Tropical Storm Kyle (2002) and Cold-Air Damming: Their Interactions and Impacts on Heavy Rainfall in the Carolinas

Thursday, 21 April 2016
Plaza Grand Ballroom (The Condado Hilton Plaza)
José M. García-Rivera, I. M. Systems Group, Rockville, MD; and Y. L. Lin and Y. Rastigejev

The interactions between an Appalachian cold-air damming event and the near-passage of Tropical Storm Kyle (2002) along the coastal Carolinas are assessed by using a numerical weather prediction model. As the storm moved along the coastline, it began extra-tropical transition, bringing heavy rains to both the coastal region and inland towards the Piedmont of North Carolina. Our goal is to quantify the effects of both interacting weather systems on heavy precipitation in order to improve the dynamical understanding of such effects, as well as precipitation forecasts in the study region. A series of sensitivity tests were performed to isolate and quantify the effects of both systems on the total accumulated precipitation.
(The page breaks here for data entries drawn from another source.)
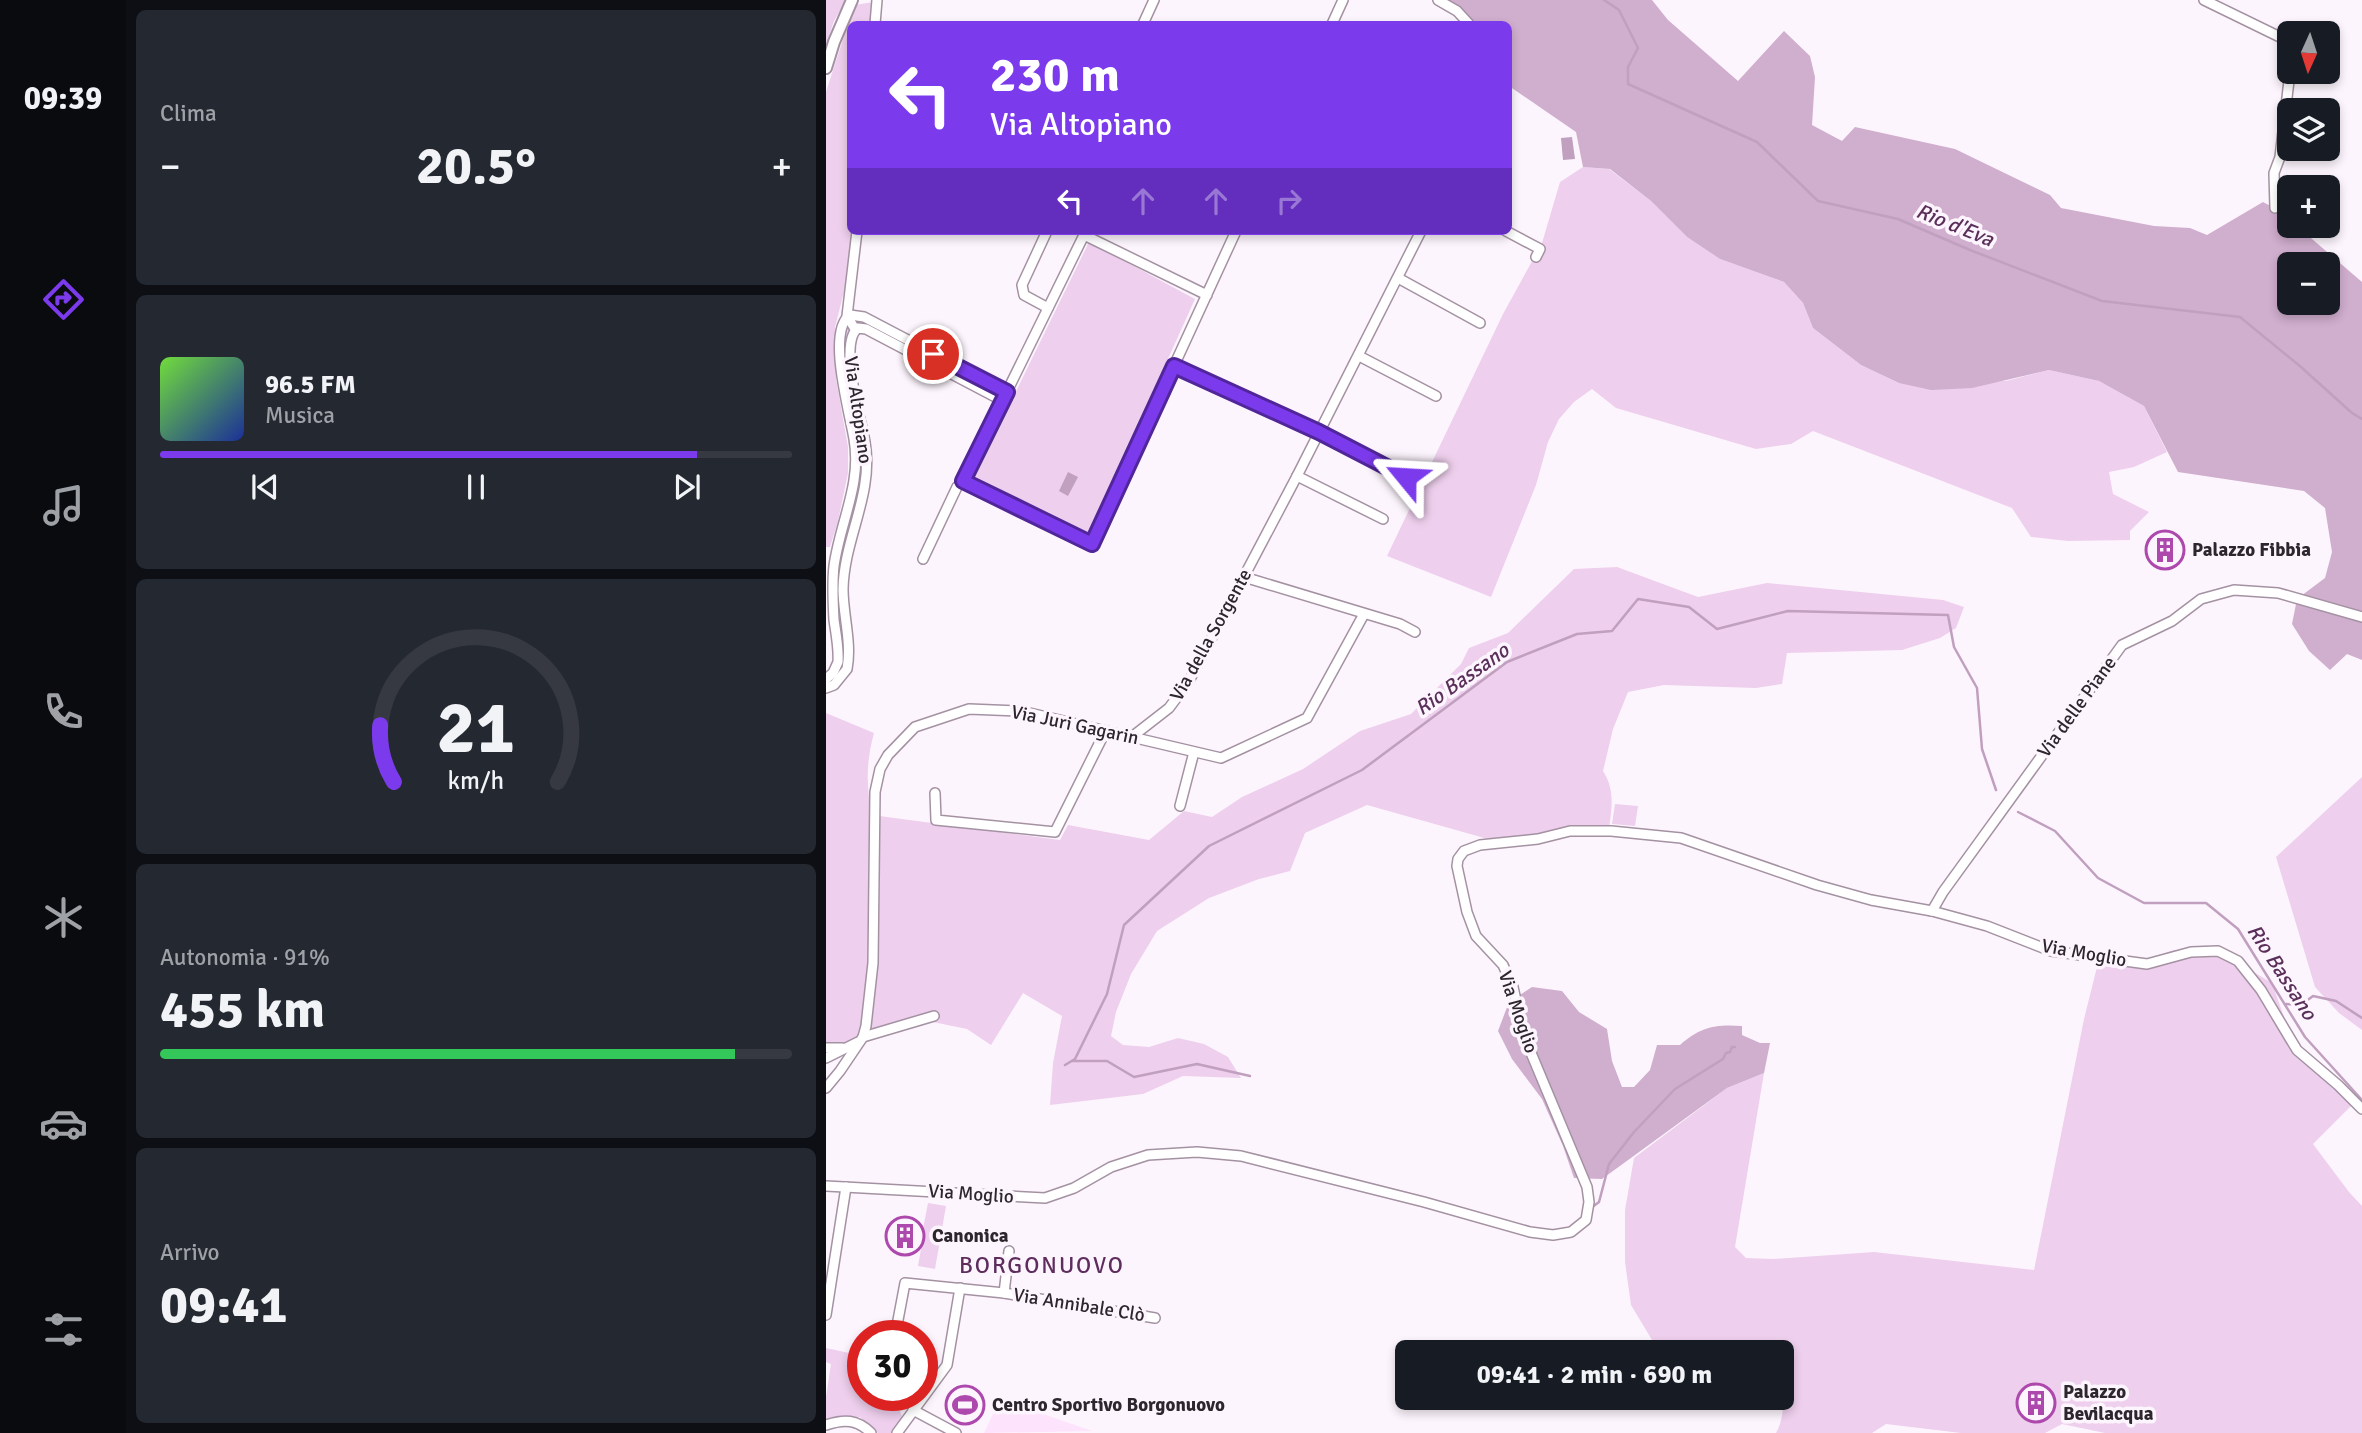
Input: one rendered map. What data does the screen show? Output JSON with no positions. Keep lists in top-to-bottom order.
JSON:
{
  "streets": {
    "street": [
      "Via Altopiano",
      "Via della Sorgente",
      "Via delle Piane",
      "Via Juri Gagarin",
      "Via Moglio",
      "Via Annibale Clò"
    ]
  },
  "crossings": [
    ["Via della Sorgente", "Via Juri Gagarin"],
    ["Via delle Piane", "Via Moglio"]
  ],
  "districts": ["BORGONUOVO"],
  "water": ["Rio d'Eva", "Rio Bassano"],
  "places": {
    "building": ["Palazzo Fibbia", "Canonica", "Palazzo Bevilacqua"],
    "sports": ["Centro Sportivo Borgonuovo"]
  },
  "north": "bottom",
  "page": {
    "tabs": "09:39",
    "tile": [
      "Clima",
      ["Autonomia · 91%", "455 km"],
      ["Arrivo", "09:41"]
    ],
    "map_buttons": ["+", "−"],
    "turn": ["230 m", "Via Altopiano"],
    "heat": ["−", "20.5°", "+"],
    "song": ["96.5 FM", "Musica"],
    "limit": "30",
    "trip": "09:41 · 2 min · 690 m",
    "gauge": ["21", "km/h"]
  }
}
It was found that (a) for this type of along-coast track, the pre-existing cold-air damming played only a minor role on the total accumulated precipitation, (b) the outer circulation of Kyle weakened the cold-air damming due to a redirection of the mean flow away from the east side of the Appalachian Mountains, and (c) the combination of Kyle with a shortwave mid to upper-level trough and a surface coastal front were responsible for the heavy precipitation experienced in the study area through the advection of moisture, vorticity, and the forcing of upward motion.